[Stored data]
┌──

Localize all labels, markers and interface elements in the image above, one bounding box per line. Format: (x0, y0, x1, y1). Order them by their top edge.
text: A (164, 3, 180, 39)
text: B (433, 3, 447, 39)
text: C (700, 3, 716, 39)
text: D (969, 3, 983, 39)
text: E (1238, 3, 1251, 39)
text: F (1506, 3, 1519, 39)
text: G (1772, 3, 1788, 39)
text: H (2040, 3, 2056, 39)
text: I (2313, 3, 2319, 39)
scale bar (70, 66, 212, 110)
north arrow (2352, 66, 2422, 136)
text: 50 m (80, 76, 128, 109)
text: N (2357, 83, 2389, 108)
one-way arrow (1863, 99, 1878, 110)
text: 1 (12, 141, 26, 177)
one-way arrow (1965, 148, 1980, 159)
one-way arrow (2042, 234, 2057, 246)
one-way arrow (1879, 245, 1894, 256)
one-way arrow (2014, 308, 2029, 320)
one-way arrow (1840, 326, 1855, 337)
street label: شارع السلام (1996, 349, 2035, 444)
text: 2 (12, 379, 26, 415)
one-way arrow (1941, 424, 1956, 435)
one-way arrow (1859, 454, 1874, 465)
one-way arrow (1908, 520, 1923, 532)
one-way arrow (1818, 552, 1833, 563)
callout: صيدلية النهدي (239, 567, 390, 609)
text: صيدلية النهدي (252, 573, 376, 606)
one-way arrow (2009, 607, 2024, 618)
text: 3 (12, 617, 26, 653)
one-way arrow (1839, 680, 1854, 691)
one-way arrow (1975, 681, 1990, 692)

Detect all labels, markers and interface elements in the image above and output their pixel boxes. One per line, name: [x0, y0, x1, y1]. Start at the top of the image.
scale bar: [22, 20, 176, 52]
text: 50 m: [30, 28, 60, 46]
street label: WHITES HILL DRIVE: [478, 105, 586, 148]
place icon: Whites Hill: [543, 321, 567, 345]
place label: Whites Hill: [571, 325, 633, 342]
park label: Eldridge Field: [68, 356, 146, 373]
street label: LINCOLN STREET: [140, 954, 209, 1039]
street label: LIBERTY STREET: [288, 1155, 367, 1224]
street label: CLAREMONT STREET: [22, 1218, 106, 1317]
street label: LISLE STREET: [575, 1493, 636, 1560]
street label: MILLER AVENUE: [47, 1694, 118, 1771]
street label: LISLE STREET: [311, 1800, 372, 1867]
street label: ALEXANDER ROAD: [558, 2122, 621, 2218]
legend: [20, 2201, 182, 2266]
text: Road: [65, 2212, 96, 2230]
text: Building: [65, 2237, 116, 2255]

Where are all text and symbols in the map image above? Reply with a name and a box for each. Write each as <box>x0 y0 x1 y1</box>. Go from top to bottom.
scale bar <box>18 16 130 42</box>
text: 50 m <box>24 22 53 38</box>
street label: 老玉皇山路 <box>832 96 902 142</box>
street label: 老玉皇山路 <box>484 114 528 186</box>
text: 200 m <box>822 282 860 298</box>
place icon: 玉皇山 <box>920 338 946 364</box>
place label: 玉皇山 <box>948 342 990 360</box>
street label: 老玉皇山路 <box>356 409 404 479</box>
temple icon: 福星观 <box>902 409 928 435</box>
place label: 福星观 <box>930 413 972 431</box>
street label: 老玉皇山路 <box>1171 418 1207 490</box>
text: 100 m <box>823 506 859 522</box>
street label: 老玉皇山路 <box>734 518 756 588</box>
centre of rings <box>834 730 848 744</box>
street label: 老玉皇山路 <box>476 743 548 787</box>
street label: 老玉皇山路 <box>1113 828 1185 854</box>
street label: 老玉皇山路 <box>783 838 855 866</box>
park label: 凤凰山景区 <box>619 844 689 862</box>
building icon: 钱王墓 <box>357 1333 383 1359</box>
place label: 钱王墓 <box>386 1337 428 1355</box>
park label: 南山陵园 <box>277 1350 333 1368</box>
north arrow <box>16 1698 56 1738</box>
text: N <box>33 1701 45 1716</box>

└──

▶ _TASK STATEMENT_
Look for the word "老玉皇山路" in the data, then return every line that contains it.

▶ _EXERCISE ANSWER_
street label: 老玉皇山路 <box>832 96 902 142</box>
street label: 老玉皇山路 <box>484 114 528 186</box>
street label: 老玉皇山路 <box>356 409 404 479</box>
street label: 老玉皇山路 <box>1171 418 1207 490</box>
street label: 老玉皇山路 <box>734 518 756 588</box>
street label: 老玉皇山路 <box>476 743 548 787</box>
street label: 老玉皇山路 <box>1113 828 1185 854</box>
street label: 老玉皇山路 <box>783 838 855 866</box>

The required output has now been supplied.